FDA's CBER chief Vinay Prasad to leave agency end of April
Dr. Vinay Prasad will depart the FDA’s Center for Biologics Evaluation and Research at the end of April, marking his second exit amid disputes over vaccines and gene therapies.

Dr. Vinay Prasad, director of the Food and Drug Administration’s Center for Biologics Evaluation and Research, will leave the agency at the end of April, an agency spokesperson confirmed Friday. The departure, announced by FDA leadership, comes after a turbulent year in which Prasad’s policy moves on Covid boosters, a Moderna mRNA flu vaccine filing and rare disease gene therapies drew sustained pushback.
Prasad’s term, begun as a one-year sabbatical from his faculty post in epidemiology and biostatistics at the University of California, San Francisco, saw the agency tighten the pool for some Covid booster authorizations to adults 65 and older and people at high risk of severe illness. CBER officials last month declined to review a Moderna mRNA flu vaccine application as originally filed; Moderna later re-submitted the request with different age parameters and the agency agreed to take another look, agency statements show.

The exit is being described inside and outside Washington as the second public departure for Prasad in less than a year. His first exit followed a high-stakes regulatory dispute over Sarepta Therapeutics’ Duchenne muscular dystrophy gene therapy Elevidys, a conflict that fractured relations with rare disease advocacy groups. That earlier dispute included intense lobbying by patient groups and political pressure, and Prasad subsequently returned to CBER at the invitation of FDA Commissioner Marty Makary and HHS Secretary Robert F. Kennedy Jr, according to agency accounts.
FDA Commissioner Marty Makary posted on X describing some of the initiatives he said Prasad came to implement: "Dr. Prasad came to the FDA to implement 4 major long-lasting reforms: 2-to-1 pivotal trial requirement, national priority reviews, a risk-stratified covid vaccine framework, & the new plausible mechanism framework for ultra rare diseases which we launched last week." Makary added, "He got a tremendous amount accomplished within his one-year sabbatical from UCSF and will be returning back to his academic home later next month.

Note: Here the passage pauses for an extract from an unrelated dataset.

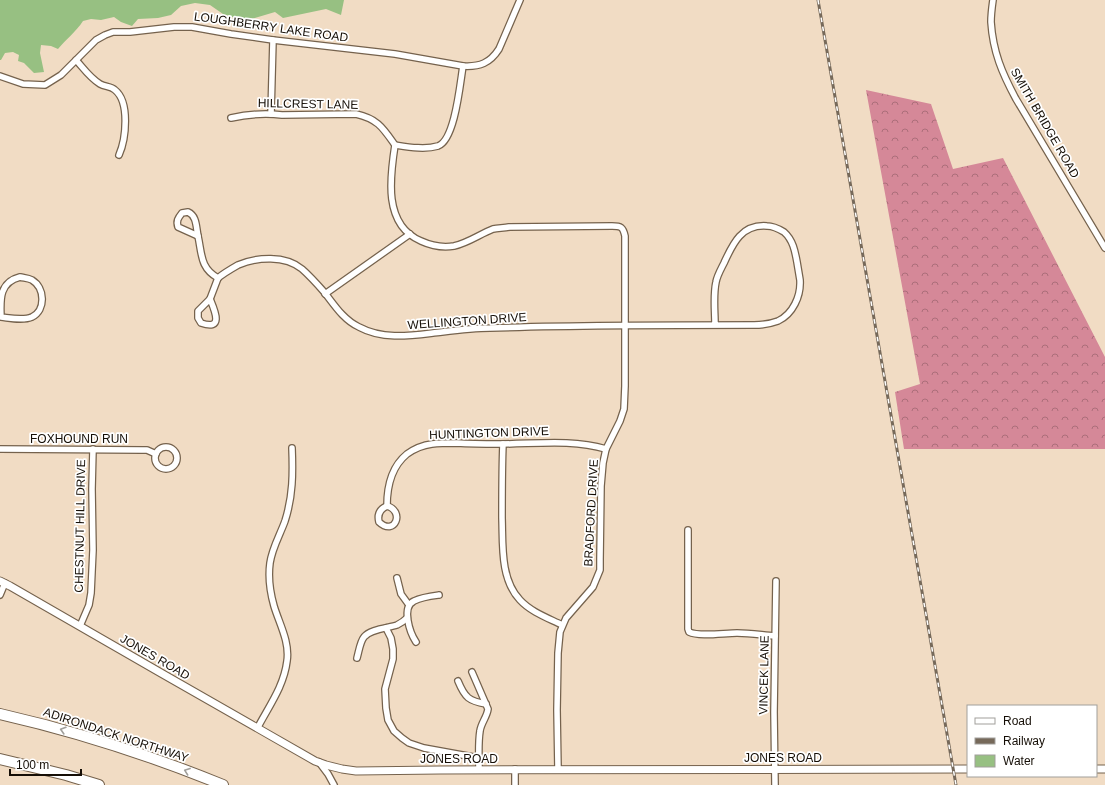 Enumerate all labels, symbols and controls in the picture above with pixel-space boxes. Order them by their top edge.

We will name a successor before his departure." In a separate post Makary thanked Prasad personally, saying, "I want to thank him for his service and personal sacrifice to take time away from his family."
Prasad’s tenure also included vocal skepticism of some public health mandates during the pandemic and questions about the evidence base for broad booster authorizations, positions that sharpened divisions with industry executives, patient groups and some public health advocates. Those clashes contributed to an atmosphere of regulatory uncertainty around vaccine rules and gene-therapy approvals.
An FDA spokesperson said a search is underway for a successor. Agency officials did not expand on the reasons for Prasad’s second departure beyond the announced end-of-April timeline, and the spokesman declined to offer additional comment.
Prasad is expected to return to an academic role at UCSF after leaving the agency. His exit arrives amid broader turnover in federal health leadership: recent months have seen rapid changes at the Centers for Disease Control and Prevention and other agencies, a shift that has intensified scrutiny of the government’s regulatory priorities and the future direction of vaccine and biologics policy.
The departure removes a polarizing figure from one of the government’s most influential public health offices and leaves unresolved questions about how the FDA will balance demands for rapid access to novel therapies with the agency’s standards for safety and efficacy as it names new leadership at CBER.